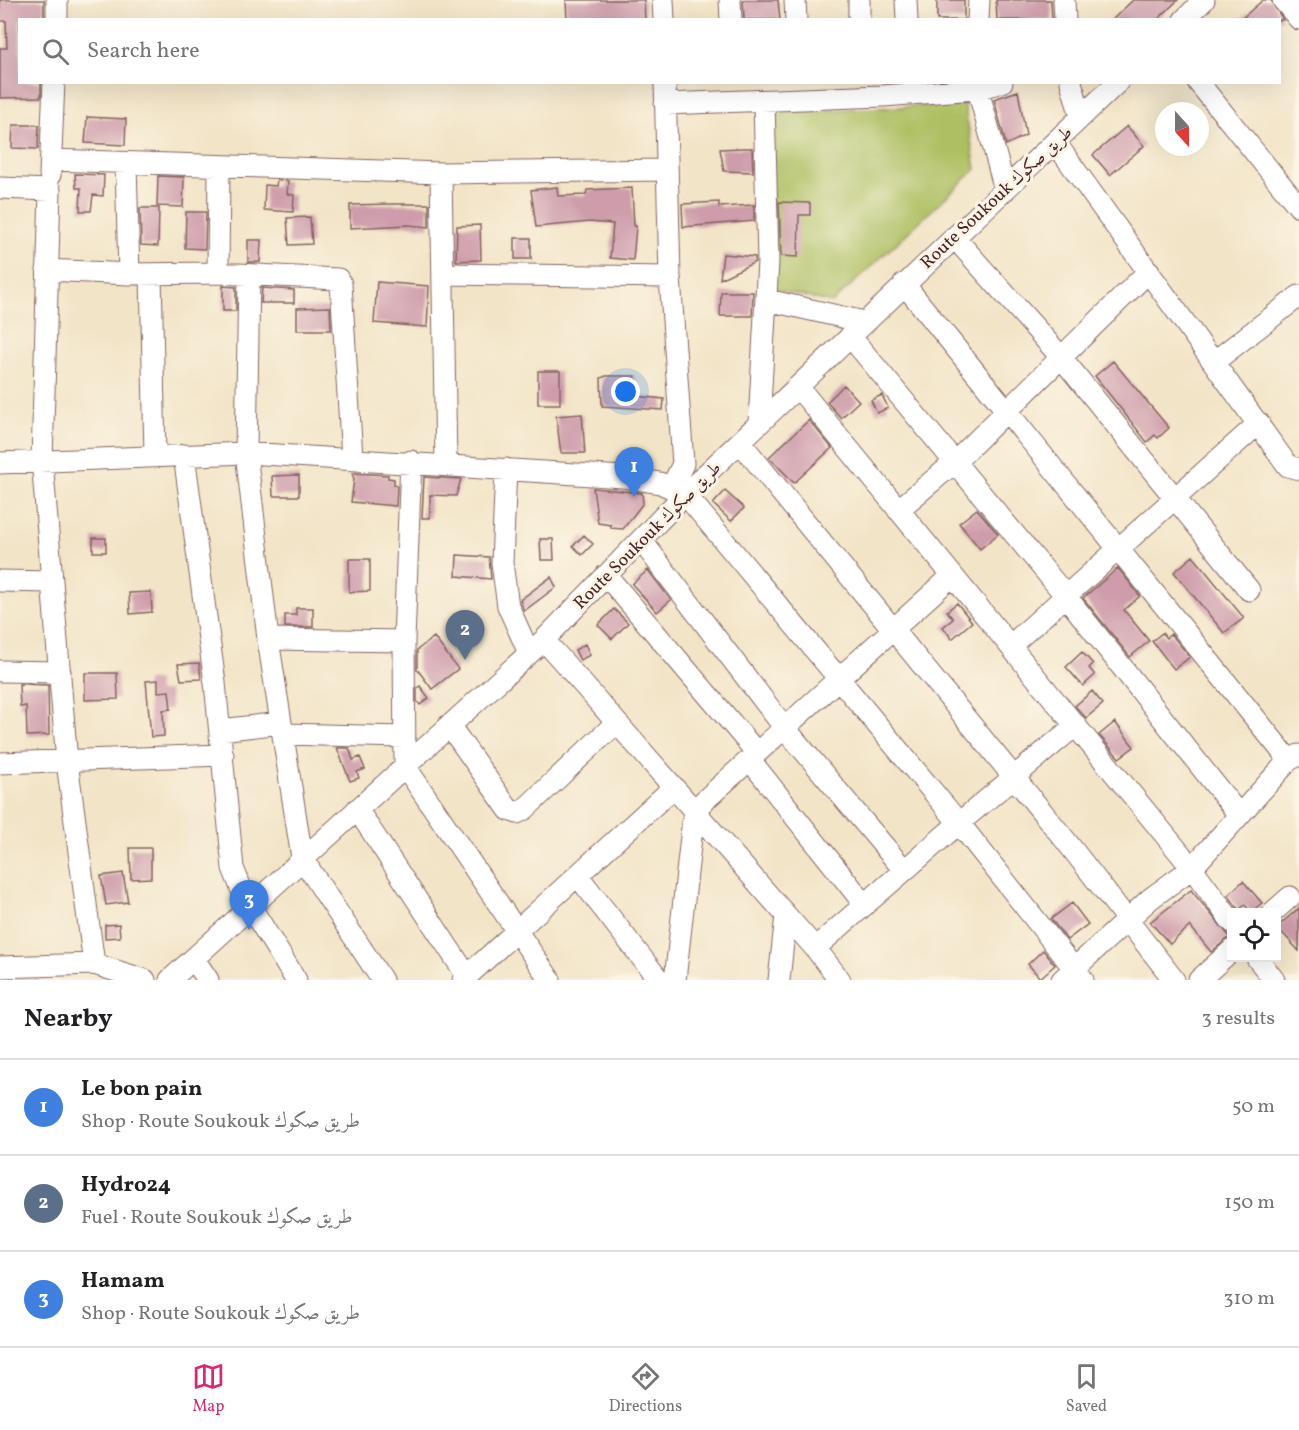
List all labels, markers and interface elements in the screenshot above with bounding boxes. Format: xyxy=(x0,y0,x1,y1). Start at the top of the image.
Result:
search box xyxy=(18,18,1281,84)
icon: search xyxy=(39,35,72,68)
text: Search here xyxy=(87,36,200,67)
north arrow xyxy=(1155,102,1209,156)
street label: Route Soukouk طريق صكوك xyxy=(915,121,1079,275)
your location xyxy=(611,377,640,406)
pin: 1 xyxy=(614,448,654,497)
street label: Route Soukouk طريق صكوك xyxy=(569,457,728,616)
pin: 2 xyxy=(446,610,484,660)
pin: 3 xyxy=(230,880,268,930)
map controls xyxy=(1227,908,1281,962)
button: locate xyxy=(1227,908,1281,962)
text: Nearby xyxy=(24,1001,113,1037)
text: 3 results xyxy=(1201,1005,1275,1033)
text: Le bon pain xyxy=(81,1074,203,1105)
text: 1 xyxy=(39,1093,48,1121)
text: 50 m xyxy=(1232,1093,1275,1121)
text: Shop · Route Soukouk طريق صكوك xyxy=(81,1108,360,1136)
text: Hydro24 xyxy=(81,1170,171,1201)
text: 2 xyxy=(38,1189,49,1217)
text: 150 m xyxy=(1224,1189,1275,1217)
text: Fuel · Route Soukouk طريق صكوك xyxy=(81,1204,353,1232)
text: Hamam xyxy=(81,1266,165,1297)
text: 3 xyxy=(38,1285,49,1313)
text: 310 m xyxy=(1223,1285,1275,1313)
text: Shop · Route Soukouk طريق صكوك xyxy=(81,1300,360,1328)
tab: Map xyxy=(192,1360,225,1418)
tab: Directions xyxy=(609,1360,682,1418)
tab: Saved xyxy=(1066,1360,1107,1418)

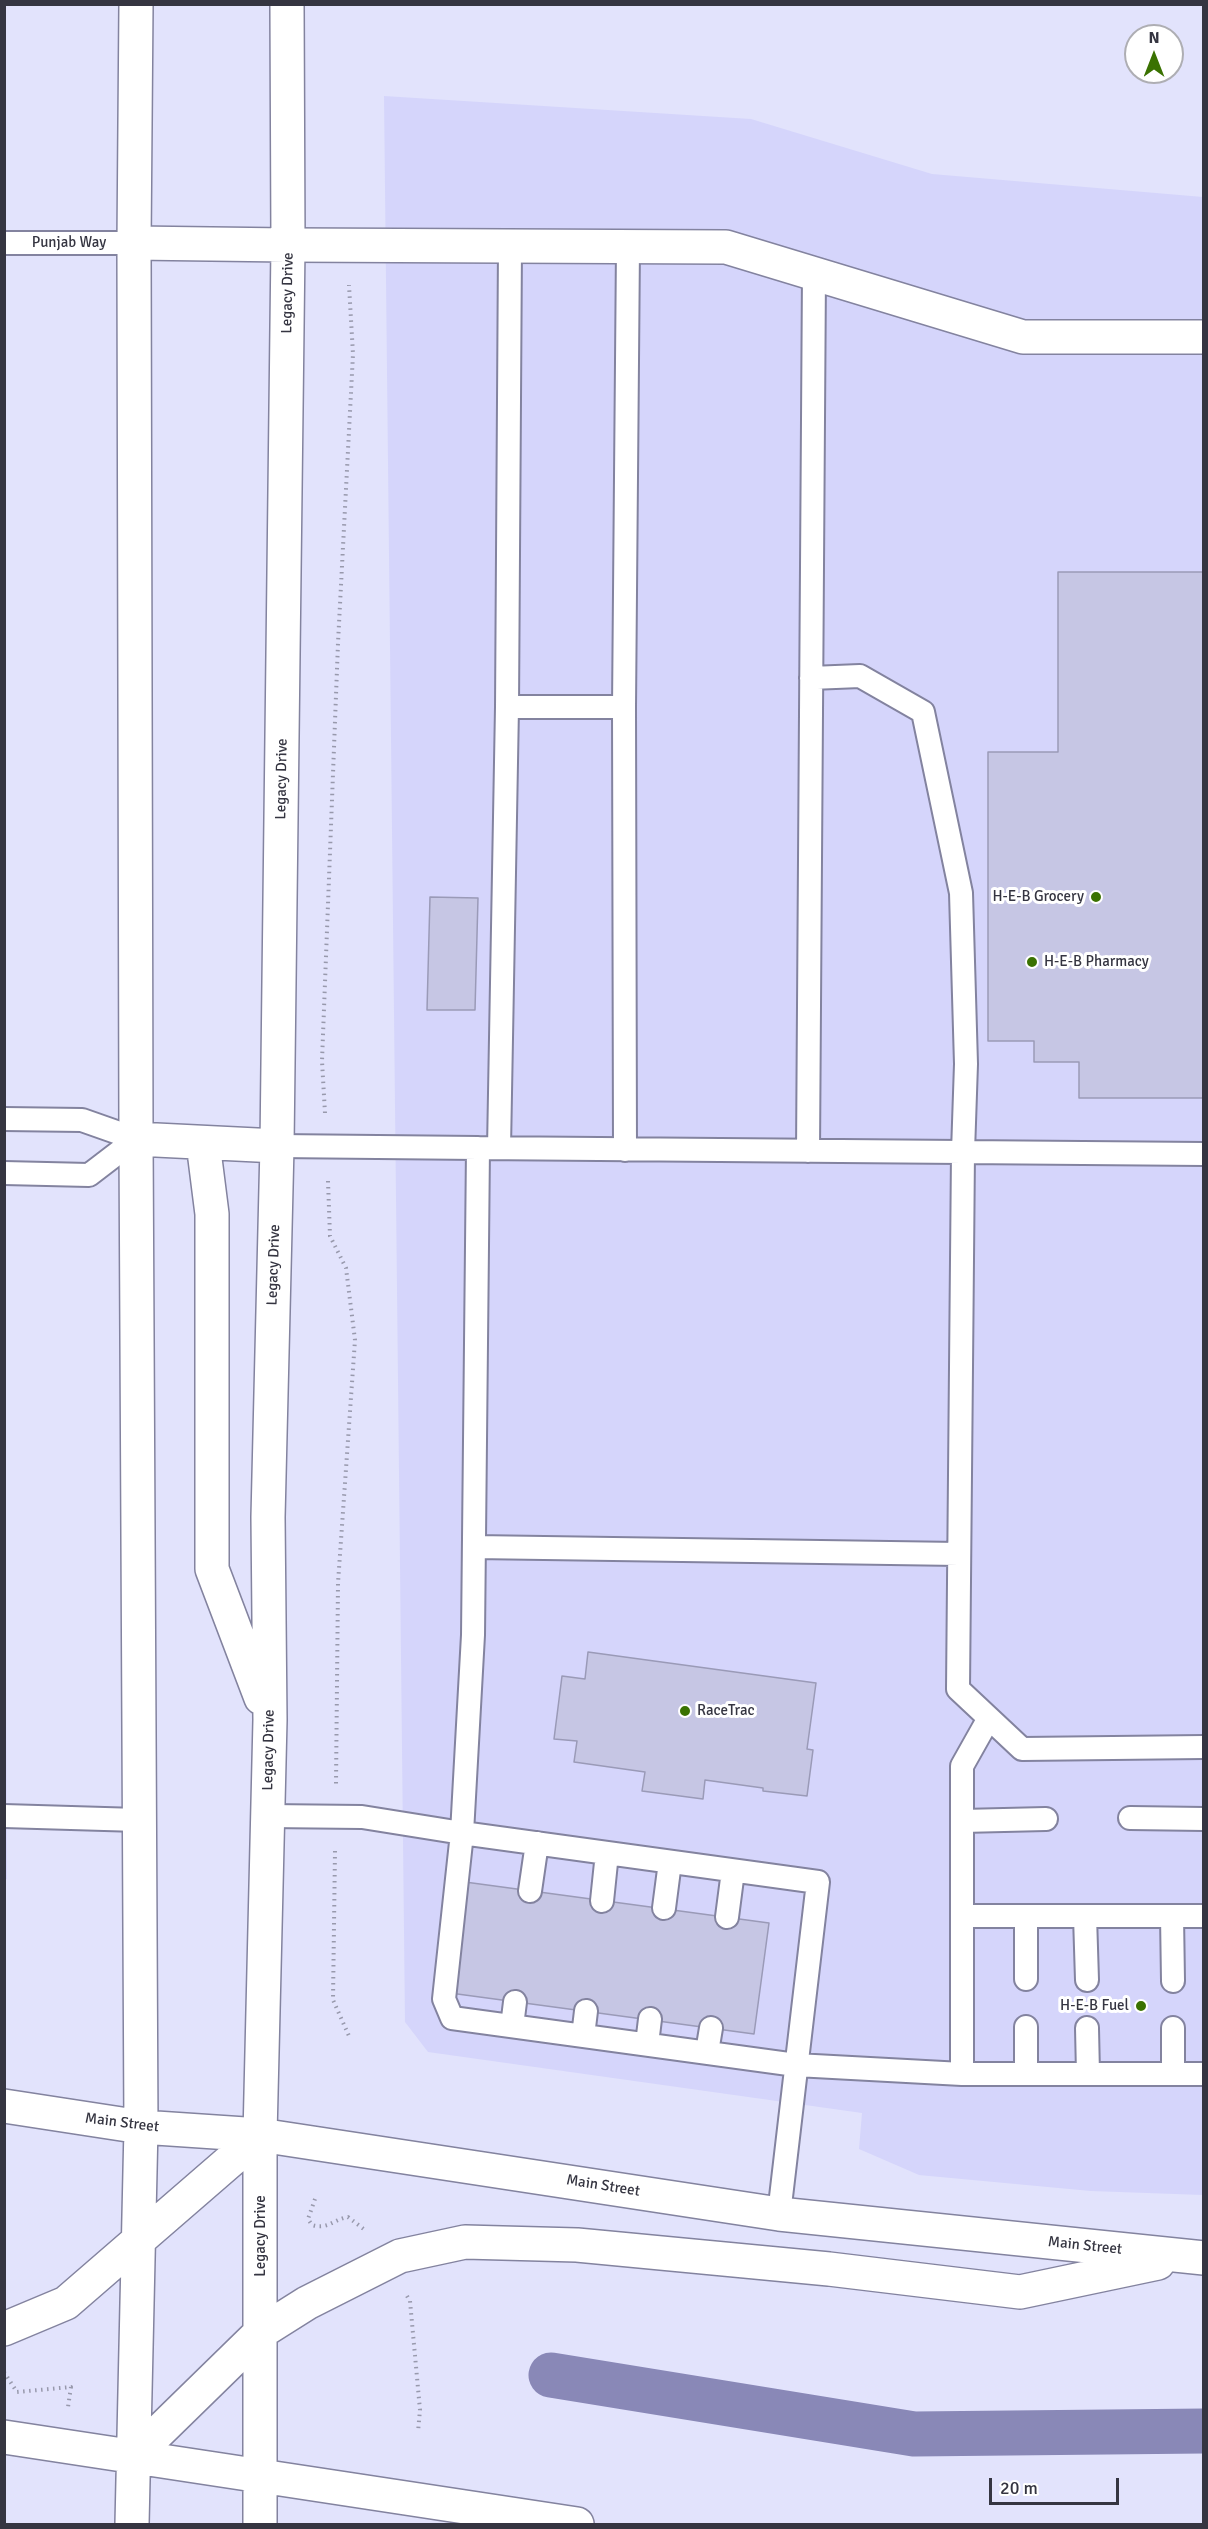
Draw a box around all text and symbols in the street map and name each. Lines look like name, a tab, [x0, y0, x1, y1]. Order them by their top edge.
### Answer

## WHAT YOU SHOULD DO:
Set down the records again exactly as they appear, leaving each picture behind.

## SOLUTION BELOW:
List all labels, markers and interface elements in the screenshot above with bounding boxes. Format: xyxy=(x0,y0,x1,y1). Start at the top of the image.
Result:
search box xyxy=(18,18,1281,84)
icon: search xyxy=(39,35,72,68)
text: Search here xyxy=(87,36,200,67)
north arrow xyxy=(1155,102,1209,156)
street label: Route Soukouk طريق صكوك xyxy=(915,121,1079,275)
your location xyxy=(611,377,640,406)
pin: 1 xyxy=(614,448,654,497)
street label: Route Soukouk طريق صكوك xyxy=(569,457,728,616)
pin: 2 xyxy=(446,610,484,660)
pin: 3 xyxy=(230,880,268,930)
map controls xyxy=(1227,908,1281,962)
button: locate xyxy=(1227,908,1281,962)
text: Nearby xyxy=(24,1001,113,1037)
text: 3 results xyxy=(1201,1005,1275,1033)
text: Le bon pain xyxy=(81,1074,203,1105)
text: 1 xyxy=(39,1093,48,1121)
text: 50 m xyxy=(1232,1093,1275,1121)
text: Shop · Route Soukouk طريق صكوك xyxy=(81,1108,360,1136)
text: Hydro24 xyxy=(81,1170,171,1201)
text: 2 xyxy=(38,1189,49,1217)
text: 150 m xyxy=(1224,1189,1275,1217)
text: Fuel · Route Soukouk طريق صكوك xyxy=(81,1204,353,1232)
text: Hamam xyxy=(81,1266,165,1297)
text: 3 xyxy=(38,1285,49,1313)
text: 310 m xyxy=(1223,1285,1275,1313)
text: Shop · Route Soukouk طريق صكوك xyxy=(81,1300,360,1328)
tab: Map xyxy=(192,1360,225,1418)
tab: Directions xyxy=(609,1360,682,1418)
tab: Saved xyxy=(1066,1360,1107,1418)

Draw a box around all text and symbols in the street map and name each. Lines look like name, a tab, [x0, y0, x1, y1]. Order them by their top edge.
### Answer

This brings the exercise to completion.